WHAT THE TASK ASKS: Without the pictures, can you quote each line below exactly?

··· RECORDED INFORMATION ···

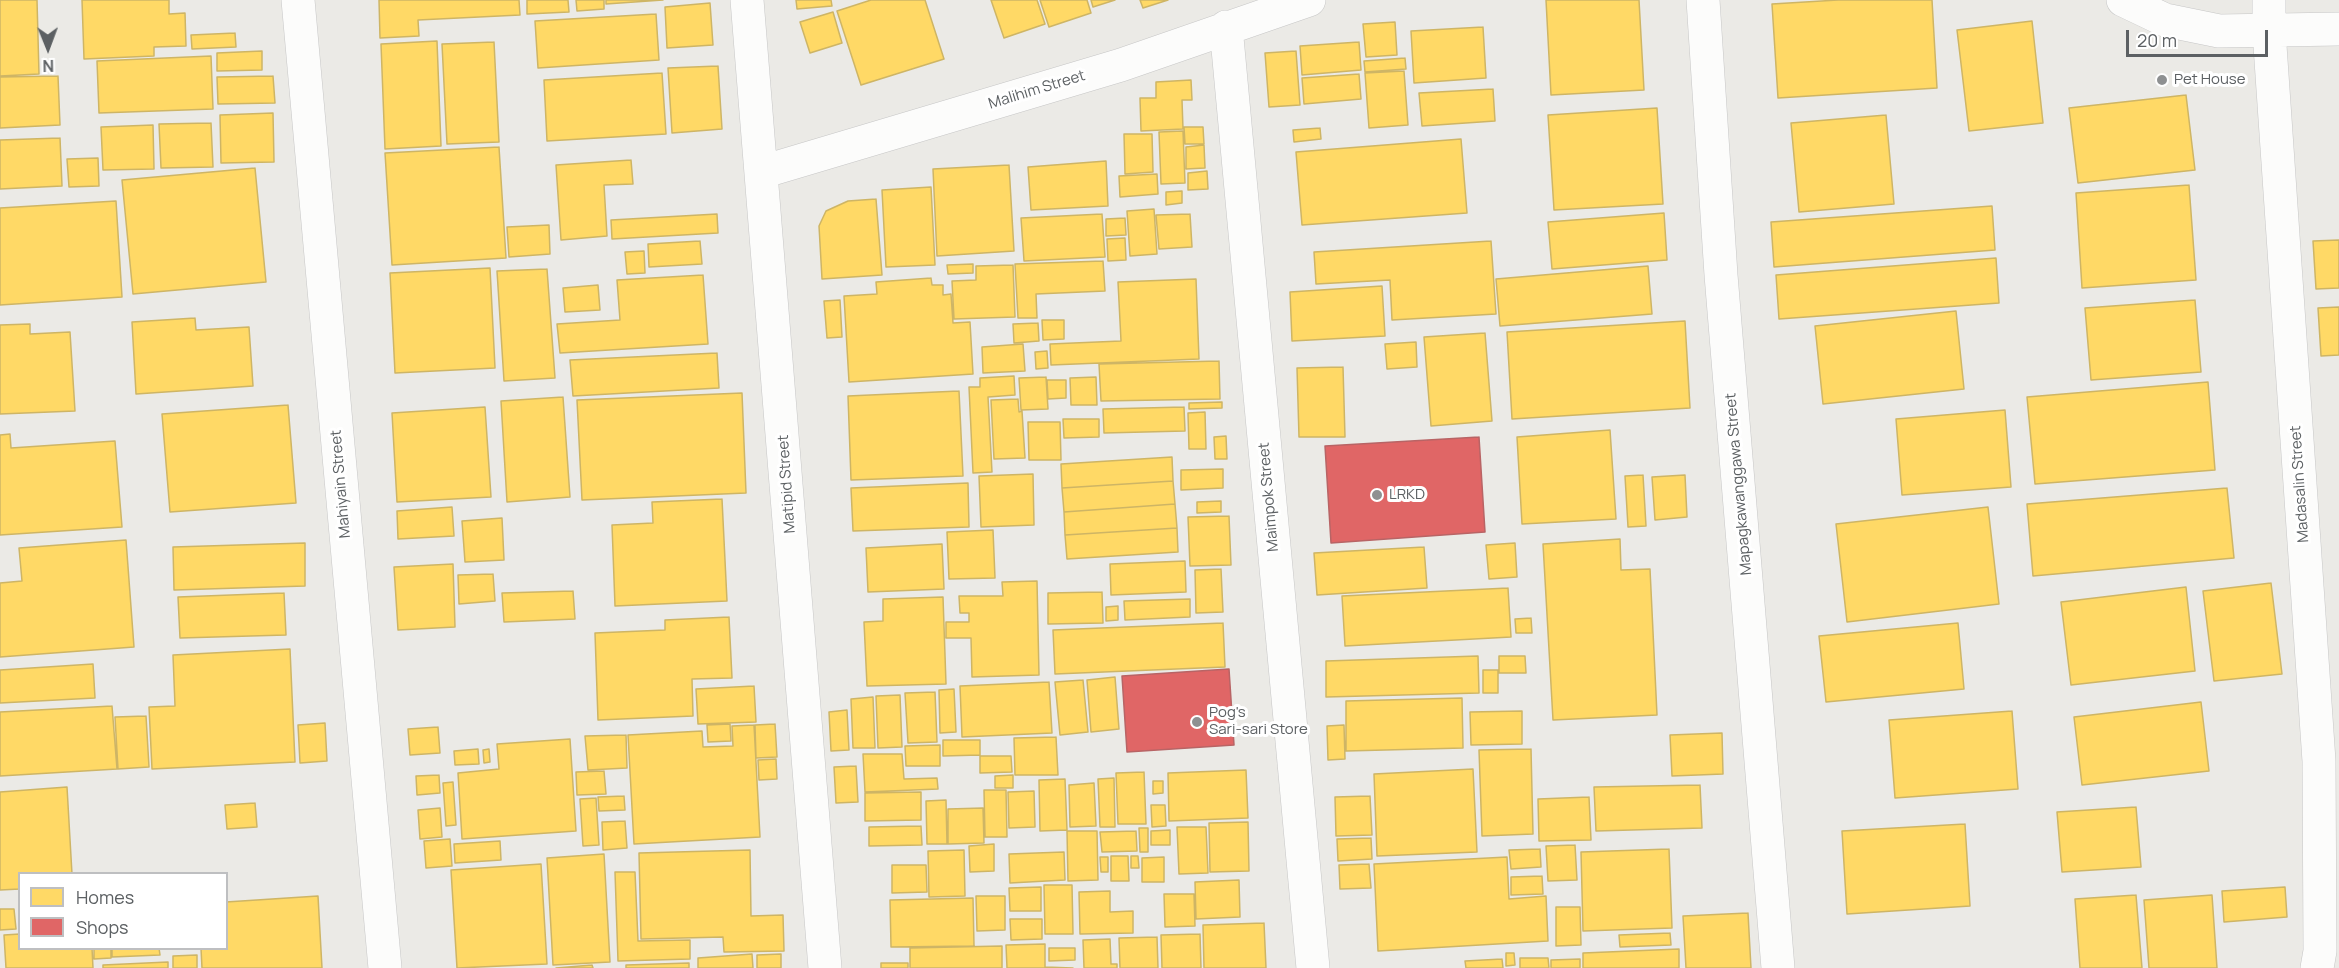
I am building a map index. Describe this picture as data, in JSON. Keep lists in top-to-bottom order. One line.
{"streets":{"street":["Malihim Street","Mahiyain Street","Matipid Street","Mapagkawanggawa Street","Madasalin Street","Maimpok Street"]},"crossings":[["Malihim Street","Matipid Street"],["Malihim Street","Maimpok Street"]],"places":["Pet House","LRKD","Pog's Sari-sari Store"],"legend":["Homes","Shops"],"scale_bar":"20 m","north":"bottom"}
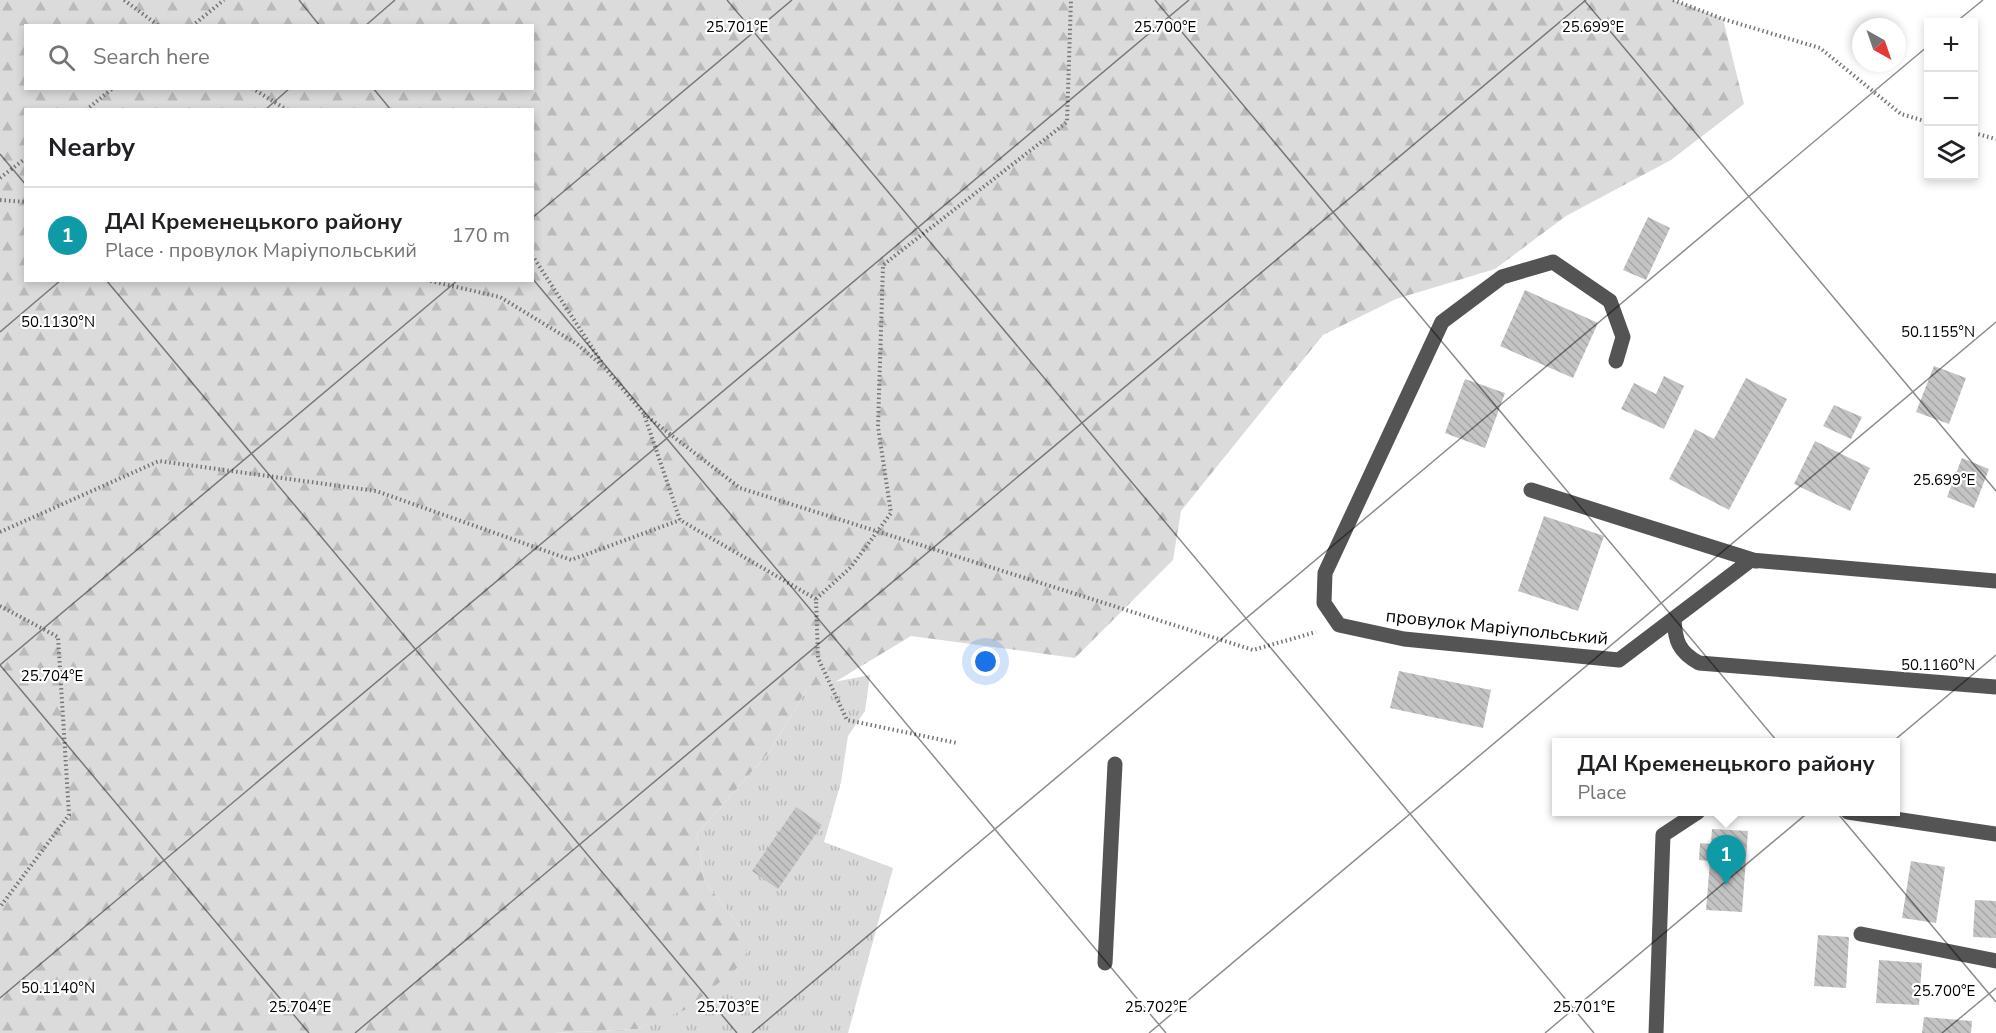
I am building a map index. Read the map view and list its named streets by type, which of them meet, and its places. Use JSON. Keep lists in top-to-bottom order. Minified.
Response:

···

TASK RESULT:
I am building a map index. Describe this picture as data, in JSON. Keep lists in top-to-bottom order. One line.
{"streets":{"street":["Malihim Street","Mahiyain Street","Matipid Street","Mapagkawanggawa Street","Madasalin Street","Maimpok Street"]},"crossings":[["Malihim Street","Matipid Street"],["Malihim Street","Maimpok Street"]],"places":["Pet House","LRKD","Pog's Sari-sari Store"],"legend":["Homes","Shops"],"scale_bar":"20 m","north":"bottom"}
I am building a map index. Read the map view and list its named streets by type, which of them meet, and its places. Use JSON. Keep lists in top-to-bottom order. Minified.
Response:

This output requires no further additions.